■ **Your goal**
Report each line of the records below that holds the word "stream".

Segment Start: Data supplied

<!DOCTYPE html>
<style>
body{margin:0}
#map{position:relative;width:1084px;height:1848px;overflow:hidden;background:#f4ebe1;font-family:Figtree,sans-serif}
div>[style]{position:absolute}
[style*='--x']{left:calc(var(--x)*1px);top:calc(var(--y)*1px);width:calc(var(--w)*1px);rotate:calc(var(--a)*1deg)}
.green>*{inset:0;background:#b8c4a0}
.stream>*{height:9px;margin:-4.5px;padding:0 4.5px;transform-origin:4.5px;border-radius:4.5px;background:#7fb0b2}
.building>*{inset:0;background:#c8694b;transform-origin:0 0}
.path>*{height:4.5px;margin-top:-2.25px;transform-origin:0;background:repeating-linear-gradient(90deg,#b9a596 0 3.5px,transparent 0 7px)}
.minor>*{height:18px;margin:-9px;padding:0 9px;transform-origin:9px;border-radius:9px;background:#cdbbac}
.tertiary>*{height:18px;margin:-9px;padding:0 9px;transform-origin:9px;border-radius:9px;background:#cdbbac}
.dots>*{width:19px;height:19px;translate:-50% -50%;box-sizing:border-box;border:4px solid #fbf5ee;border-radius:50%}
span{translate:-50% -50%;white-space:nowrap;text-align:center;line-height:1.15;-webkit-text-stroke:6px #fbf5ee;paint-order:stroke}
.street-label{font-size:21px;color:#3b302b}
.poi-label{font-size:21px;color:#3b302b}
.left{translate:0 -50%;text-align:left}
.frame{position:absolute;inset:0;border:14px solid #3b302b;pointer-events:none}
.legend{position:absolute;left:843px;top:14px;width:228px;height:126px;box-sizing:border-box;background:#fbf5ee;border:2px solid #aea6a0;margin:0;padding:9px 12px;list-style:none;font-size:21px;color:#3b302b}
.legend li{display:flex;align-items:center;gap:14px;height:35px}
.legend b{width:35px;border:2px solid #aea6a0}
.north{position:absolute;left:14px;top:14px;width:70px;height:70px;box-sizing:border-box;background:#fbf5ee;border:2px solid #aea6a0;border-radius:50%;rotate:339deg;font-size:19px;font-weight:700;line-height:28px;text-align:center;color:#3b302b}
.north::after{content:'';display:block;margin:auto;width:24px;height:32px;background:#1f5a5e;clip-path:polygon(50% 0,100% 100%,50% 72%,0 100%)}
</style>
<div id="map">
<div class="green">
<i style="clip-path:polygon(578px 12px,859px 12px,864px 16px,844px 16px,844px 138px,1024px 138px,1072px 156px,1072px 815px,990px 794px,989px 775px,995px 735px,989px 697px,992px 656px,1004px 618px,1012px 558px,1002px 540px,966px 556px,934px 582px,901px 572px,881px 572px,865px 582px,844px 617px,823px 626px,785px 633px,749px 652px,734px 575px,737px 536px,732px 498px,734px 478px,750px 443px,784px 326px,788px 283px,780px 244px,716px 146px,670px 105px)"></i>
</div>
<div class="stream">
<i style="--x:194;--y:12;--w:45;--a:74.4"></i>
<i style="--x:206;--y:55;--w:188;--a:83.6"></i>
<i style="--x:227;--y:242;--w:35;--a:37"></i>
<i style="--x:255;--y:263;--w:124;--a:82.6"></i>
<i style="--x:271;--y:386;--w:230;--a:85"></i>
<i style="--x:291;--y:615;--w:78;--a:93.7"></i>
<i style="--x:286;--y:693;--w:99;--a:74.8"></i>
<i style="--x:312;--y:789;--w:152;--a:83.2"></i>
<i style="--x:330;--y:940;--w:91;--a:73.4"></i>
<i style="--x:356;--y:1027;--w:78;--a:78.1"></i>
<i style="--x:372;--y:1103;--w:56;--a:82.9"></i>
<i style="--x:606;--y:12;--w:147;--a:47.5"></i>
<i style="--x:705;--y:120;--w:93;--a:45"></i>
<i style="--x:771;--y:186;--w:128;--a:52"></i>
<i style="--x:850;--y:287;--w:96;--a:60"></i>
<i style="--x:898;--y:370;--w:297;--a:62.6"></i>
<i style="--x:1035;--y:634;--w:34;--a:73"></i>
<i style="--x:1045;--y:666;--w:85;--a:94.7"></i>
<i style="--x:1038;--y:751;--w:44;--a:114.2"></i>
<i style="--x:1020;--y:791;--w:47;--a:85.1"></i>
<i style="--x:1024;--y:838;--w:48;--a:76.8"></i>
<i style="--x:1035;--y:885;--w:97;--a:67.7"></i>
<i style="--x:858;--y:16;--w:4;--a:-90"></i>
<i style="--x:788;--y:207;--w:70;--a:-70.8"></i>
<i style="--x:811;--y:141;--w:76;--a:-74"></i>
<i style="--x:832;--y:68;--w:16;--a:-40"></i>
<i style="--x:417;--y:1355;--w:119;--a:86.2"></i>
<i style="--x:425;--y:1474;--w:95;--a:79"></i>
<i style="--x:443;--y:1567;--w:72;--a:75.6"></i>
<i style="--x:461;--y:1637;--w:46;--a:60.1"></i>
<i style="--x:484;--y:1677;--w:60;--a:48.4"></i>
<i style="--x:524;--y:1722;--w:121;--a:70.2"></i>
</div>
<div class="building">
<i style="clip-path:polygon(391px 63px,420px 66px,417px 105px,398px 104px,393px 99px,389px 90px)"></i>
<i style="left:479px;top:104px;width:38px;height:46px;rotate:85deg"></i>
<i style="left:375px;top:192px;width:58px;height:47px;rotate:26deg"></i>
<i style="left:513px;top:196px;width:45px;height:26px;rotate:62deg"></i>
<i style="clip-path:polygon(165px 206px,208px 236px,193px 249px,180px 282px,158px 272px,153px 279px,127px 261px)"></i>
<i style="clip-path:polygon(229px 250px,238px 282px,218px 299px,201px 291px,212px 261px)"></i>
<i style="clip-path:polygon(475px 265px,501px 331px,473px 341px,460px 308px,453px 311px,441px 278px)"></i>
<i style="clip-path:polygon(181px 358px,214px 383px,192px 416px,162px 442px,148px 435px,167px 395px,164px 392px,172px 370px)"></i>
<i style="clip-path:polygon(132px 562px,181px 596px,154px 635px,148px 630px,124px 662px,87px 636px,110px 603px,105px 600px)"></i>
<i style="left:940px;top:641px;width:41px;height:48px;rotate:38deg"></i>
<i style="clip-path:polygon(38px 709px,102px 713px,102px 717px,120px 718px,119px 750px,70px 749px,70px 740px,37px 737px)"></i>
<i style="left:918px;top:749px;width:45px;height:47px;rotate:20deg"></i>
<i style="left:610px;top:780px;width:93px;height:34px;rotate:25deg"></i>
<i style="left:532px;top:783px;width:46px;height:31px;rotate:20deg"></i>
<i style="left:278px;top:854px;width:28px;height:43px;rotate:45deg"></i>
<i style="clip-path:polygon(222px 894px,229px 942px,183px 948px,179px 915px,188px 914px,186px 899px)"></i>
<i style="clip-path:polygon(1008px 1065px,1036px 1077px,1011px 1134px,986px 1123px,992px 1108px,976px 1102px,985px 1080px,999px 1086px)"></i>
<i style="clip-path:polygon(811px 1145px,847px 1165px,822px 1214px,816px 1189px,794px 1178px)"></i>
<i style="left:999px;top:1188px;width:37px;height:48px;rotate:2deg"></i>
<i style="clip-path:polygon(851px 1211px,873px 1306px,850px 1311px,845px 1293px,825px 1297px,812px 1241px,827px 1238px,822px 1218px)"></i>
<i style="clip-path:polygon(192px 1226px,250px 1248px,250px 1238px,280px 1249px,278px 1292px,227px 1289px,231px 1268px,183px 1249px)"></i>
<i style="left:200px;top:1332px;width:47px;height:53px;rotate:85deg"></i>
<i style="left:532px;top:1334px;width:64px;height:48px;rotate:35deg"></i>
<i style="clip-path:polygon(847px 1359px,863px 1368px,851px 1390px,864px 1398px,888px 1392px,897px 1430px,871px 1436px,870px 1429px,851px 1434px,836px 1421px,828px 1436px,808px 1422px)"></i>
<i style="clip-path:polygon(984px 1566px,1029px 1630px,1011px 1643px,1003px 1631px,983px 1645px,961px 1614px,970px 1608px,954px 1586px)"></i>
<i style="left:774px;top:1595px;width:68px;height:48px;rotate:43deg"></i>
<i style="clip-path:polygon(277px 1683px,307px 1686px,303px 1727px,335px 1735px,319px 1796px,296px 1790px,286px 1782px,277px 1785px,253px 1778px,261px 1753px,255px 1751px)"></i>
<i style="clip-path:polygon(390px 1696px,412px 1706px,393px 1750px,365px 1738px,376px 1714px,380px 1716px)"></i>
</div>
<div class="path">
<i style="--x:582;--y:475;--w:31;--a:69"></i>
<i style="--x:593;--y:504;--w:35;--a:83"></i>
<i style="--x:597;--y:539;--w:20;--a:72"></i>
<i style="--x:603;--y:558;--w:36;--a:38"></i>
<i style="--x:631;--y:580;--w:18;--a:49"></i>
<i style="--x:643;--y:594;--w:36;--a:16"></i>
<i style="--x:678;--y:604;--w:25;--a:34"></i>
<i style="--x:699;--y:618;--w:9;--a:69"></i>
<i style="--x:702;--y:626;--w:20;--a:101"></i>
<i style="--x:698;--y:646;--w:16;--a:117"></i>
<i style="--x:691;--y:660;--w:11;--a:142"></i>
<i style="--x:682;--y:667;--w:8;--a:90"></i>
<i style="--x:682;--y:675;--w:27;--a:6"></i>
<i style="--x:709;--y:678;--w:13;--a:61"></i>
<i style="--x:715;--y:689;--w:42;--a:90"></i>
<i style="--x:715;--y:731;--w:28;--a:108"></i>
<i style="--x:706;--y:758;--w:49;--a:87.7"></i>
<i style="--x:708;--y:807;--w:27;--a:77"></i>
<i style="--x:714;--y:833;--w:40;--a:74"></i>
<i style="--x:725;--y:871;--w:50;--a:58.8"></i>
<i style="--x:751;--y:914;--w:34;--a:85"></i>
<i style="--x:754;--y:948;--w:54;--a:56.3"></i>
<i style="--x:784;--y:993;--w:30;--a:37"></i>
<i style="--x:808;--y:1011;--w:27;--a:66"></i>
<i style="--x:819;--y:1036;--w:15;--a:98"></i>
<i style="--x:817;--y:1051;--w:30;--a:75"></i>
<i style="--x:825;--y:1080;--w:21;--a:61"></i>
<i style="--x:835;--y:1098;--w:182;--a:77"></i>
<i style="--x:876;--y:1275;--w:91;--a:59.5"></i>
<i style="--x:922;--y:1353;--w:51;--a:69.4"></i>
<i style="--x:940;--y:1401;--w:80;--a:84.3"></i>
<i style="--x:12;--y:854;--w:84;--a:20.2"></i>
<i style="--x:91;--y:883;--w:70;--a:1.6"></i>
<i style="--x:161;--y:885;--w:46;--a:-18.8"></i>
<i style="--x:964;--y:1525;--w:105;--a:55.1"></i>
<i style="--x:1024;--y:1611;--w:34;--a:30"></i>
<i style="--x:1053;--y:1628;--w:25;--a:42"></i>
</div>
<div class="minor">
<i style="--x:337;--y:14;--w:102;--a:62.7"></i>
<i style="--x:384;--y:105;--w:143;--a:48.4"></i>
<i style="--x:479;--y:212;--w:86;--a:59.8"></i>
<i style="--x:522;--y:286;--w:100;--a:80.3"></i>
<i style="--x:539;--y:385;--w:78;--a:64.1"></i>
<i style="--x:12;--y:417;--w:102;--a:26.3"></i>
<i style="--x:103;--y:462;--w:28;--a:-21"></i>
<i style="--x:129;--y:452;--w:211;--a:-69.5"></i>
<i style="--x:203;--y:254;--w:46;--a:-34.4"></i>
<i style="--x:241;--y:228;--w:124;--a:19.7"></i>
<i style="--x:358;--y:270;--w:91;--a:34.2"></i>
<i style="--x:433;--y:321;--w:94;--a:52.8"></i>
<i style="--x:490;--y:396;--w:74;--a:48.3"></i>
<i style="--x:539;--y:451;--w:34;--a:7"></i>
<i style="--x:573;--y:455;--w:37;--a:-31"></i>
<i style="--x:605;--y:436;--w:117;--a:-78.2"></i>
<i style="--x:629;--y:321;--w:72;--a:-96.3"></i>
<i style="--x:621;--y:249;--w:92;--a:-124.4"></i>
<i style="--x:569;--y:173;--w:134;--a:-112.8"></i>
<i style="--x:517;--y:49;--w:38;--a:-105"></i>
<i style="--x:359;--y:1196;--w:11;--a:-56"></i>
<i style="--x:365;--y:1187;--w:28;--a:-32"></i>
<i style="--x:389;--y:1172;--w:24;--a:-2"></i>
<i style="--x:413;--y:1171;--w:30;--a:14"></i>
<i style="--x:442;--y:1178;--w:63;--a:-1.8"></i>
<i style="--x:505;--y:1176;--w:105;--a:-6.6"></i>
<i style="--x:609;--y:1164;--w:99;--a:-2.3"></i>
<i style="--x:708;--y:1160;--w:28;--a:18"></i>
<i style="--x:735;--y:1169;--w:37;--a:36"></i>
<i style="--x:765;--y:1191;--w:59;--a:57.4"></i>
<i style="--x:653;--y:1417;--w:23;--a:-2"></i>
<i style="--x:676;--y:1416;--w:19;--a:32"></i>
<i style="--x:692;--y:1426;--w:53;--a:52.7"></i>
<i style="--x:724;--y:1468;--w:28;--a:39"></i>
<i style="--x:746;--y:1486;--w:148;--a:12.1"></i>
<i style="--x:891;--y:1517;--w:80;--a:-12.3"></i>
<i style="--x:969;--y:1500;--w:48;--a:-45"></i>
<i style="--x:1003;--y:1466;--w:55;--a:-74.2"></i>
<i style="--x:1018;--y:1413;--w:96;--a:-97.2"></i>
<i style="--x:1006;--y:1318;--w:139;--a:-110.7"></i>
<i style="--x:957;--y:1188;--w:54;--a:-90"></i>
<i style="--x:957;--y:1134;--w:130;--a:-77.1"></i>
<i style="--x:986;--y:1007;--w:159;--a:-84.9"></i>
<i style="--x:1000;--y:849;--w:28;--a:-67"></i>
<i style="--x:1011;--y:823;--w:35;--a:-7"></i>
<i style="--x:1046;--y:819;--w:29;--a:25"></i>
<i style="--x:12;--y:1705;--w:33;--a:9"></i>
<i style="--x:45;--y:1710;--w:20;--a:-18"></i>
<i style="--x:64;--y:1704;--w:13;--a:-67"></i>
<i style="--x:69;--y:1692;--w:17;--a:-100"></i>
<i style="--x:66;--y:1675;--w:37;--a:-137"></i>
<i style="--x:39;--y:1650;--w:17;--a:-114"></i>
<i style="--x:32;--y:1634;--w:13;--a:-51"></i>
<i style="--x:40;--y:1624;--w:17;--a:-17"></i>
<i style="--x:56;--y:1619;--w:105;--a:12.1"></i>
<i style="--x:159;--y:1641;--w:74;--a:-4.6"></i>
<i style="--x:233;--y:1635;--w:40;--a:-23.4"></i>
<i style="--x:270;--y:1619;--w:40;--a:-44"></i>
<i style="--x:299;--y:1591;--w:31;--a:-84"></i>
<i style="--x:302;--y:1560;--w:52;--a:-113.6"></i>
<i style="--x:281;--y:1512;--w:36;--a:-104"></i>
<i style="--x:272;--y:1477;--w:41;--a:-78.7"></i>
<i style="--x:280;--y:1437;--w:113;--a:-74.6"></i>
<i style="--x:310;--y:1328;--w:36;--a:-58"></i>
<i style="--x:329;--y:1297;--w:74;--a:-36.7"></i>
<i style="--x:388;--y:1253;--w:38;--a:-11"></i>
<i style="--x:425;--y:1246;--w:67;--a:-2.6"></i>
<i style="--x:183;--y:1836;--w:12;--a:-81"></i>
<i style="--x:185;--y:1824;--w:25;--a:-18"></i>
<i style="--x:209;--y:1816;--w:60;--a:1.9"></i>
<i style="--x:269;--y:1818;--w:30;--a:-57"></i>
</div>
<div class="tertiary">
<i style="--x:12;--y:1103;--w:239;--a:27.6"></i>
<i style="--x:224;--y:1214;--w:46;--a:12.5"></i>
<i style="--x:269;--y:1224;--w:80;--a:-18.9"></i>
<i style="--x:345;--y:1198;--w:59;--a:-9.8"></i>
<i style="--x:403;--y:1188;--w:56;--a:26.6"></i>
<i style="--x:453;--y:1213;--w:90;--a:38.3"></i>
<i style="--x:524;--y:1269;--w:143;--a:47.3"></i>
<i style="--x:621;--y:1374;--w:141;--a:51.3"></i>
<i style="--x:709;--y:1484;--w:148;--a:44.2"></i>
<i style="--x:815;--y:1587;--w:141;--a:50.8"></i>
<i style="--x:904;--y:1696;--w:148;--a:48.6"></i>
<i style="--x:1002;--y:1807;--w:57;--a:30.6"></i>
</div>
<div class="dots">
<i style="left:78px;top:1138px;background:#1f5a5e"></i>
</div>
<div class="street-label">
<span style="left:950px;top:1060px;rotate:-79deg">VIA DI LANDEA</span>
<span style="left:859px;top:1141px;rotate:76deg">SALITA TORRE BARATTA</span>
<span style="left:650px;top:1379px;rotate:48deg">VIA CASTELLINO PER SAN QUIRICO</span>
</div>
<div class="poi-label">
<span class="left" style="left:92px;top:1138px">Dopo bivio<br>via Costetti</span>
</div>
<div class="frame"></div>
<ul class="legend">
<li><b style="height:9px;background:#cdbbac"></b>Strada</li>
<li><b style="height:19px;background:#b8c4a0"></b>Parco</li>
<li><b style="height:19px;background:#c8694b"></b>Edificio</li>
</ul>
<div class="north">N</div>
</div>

Segment End: Data supplied

■ **Response to the task**
.stream>*{height:9px;margin:-4.5px;padding:0 4.5px;transform-origin:4.5px;border-radius:4.5px;background:#7fb0b2}
<div class="stream">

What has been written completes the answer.